Enteropathic Spondylitis: Difference between revisions

Enteropathic spondylitis, or EA, is a form of chronic, inflammatory arthritis associated with the occurrence of an inflammatory bowel disease (IBD), the two best-known types of which are ulcerative colitis and Crohn’s disease.

  • About one in five people with Crohn’s or ulcerative colitis will develop enteropathic arthritis.
  • The most common areas affected by EnA are the peripheral (limb) joints and, in some cases, the entire spine can become involved, as well[1].

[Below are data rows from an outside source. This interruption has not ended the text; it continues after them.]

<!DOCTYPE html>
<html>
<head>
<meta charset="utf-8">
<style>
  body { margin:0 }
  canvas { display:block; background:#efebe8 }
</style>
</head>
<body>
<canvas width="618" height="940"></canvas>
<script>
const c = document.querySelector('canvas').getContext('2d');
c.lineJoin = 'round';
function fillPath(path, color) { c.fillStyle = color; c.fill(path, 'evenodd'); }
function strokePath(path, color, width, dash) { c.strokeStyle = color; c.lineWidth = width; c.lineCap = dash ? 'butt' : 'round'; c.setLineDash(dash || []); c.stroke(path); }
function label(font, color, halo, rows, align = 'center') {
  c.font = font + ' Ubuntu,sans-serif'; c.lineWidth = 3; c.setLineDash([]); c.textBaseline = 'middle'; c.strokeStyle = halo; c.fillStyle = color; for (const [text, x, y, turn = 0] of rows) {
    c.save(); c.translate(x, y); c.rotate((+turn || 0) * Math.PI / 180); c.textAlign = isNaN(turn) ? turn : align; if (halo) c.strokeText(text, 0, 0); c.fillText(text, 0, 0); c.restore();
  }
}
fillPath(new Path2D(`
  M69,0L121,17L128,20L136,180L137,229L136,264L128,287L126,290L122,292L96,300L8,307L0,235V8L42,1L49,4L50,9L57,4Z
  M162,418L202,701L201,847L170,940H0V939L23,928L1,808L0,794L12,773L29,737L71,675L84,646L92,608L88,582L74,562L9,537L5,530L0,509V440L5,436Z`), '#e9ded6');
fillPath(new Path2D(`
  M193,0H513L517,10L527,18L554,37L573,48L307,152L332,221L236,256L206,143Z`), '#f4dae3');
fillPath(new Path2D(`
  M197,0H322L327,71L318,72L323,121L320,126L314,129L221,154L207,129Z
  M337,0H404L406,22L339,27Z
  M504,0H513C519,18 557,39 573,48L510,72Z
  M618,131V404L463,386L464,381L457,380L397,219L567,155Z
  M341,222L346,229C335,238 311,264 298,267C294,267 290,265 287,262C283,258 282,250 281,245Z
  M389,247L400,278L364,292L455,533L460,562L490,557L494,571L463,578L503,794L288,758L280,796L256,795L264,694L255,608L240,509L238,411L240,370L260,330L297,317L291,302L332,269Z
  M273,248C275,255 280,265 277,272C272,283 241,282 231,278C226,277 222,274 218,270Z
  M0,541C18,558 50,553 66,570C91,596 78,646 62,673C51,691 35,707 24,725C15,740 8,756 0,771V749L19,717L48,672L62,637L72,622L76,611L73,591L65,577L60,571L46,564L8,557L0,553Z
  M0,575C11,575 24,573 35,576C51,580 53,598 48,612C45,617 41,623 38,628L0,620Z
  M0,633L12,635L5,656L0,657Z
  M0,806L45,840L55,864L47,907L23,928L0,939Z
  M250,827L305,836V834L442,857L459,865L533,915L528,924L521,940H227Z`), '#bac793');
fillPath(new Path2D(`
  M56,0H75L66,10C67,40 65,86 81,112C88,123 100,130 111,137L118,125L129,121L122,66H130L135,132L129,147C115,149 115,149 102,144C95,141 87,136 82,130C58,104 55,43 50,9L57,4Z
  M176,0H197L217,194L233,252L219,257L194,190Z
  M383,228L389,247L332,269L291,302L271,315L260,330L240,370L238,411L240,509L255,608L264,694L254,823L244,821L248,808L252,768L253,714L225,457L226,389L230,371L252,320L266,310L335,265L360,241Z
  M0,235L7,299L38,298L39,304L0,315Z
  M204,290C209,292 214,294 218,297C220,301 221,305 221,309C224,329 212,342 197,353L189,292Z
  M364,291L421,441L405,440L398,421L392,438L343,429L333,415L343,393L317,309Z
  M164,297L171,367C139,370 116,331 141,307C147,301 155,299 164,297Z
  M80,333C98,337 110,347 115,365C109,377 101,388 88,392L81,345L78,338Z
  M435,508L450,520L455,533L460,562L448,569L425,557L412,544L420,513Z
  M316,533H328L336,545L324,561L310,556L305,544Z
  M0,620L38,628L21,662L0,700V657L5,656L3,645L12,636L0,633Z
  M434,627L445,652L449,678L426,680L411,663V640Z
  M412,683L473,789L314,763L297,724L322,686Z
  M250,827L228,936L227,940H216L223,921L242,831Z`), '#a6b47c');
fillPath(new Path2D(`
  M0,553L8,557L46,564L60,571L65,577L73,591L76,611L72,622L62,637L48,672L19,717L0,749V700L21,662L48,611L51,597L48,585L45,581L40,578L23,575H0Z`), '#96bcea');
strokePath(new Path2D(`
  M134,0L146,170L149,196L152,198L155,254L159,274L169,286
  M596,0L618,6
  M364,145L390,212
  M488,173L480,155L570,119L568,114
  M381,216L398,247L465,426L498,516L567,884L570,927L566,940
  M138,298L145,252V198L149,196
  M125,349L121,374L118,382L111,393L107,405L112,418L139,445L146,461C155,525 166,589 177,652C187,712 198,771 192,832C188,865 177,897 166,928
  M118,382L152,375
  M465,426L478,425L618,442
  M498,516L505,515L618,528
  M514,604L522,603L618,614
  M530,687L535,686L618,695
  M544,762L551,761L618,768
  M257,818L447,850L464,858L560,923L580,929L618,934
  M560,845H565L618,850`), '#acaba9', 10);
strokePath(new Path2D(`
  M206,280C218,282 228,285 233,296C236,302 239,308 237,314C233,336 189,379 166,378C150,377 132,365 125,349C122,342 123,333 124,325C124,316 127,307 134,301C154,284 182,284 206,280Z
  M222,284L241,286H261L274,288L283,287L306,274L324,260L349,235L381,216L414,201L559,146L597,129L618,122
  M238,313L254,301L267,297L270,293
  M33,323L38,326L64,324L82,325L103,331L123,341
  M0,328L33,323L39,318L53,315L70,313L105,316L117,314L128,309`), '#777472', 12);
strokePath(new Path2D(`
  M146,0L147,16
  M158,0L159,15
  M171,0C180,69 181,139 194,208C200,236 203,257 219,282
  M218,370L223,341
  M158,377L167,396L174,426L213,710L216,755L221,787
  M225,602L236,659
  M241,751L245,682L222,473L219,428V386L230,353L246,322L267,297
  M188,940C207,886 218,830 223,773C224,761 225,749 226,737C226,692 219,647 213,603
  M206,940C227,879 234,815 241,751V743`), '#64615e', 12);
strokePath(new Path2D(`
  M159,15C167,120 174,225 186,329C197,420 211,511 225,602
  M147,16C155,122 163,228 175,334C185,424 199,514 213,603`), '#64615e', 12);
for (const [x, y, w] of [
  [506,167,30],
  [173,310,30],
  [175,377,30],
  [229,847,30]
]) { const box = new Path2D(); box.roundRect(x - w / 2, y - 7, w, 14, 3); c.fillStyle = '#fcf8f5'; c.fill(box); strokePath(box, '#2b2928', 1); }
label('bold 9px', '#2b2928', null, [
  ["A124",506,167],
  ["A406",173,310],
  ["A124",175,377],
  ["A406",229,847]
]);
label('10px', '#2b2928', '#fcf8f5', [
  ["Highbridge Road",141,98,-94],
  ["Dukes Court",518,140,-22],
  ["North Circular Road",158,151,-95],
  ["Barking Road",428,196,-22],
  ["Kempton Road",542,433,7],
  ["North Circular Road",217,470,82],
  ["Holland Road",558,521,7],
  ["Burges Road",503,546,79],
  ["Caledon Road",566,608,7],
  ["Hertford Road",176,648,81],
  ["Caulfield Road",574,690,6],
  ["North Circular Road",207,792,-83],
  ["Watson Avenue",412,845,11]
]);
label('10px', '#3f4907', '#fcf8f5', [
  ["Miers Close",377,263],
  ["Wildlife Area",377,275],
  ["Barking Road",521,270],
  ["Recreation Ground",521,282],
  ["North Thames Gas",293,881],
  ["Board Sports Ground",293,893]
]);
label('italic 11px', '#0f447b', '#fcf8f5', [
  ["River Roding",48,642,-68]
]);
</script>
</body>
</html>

The results from epidemiologic studies on AE affected by several factors, including the lack of validated sets of diagnostic criteria, the frequency of IBD in different geographic areas, the age cut-off and case definition, and different study designs.

The incidence and prevalence of IBD

  • Western Countries is estimated to be 6-15/100,000
  • 50-200/100,000 for developed countries CD
  • 8-14/100,000 and 120-200/100,000 for underdeveloped countries UC.

Rheumatic manifestations are the most frequent extraintestinal manifestation in IBD patients with a prevalence ranging between 17% and 39%

  • The joint involvement observed in IBD is usually classified in two subsets: axial (including sacroiliitis with or without spondylitis) and peripheral.
  • The axial involvement is found to be present in 2%–16% of IBD patients, with a higher prevalence in CD patients than in UC ones.
  • The prevalence of sacroiliitis (asymptomatic and symptomatic) is between 12% and 20% and association with HLA-B27 ranged from 3.9% to 18.9%.
  • Women show more frequently a peripheral joint involvement, whereas men tend to have an axial involvement.
  • Potential risk factors for arthritis in IBD patients are active bowel disease, family history of IBD, appendectomy, cigarette smoking, and the presence of others extraintestinal manifestations, such as erythema nodosum or pyoderma gangrenosum[2]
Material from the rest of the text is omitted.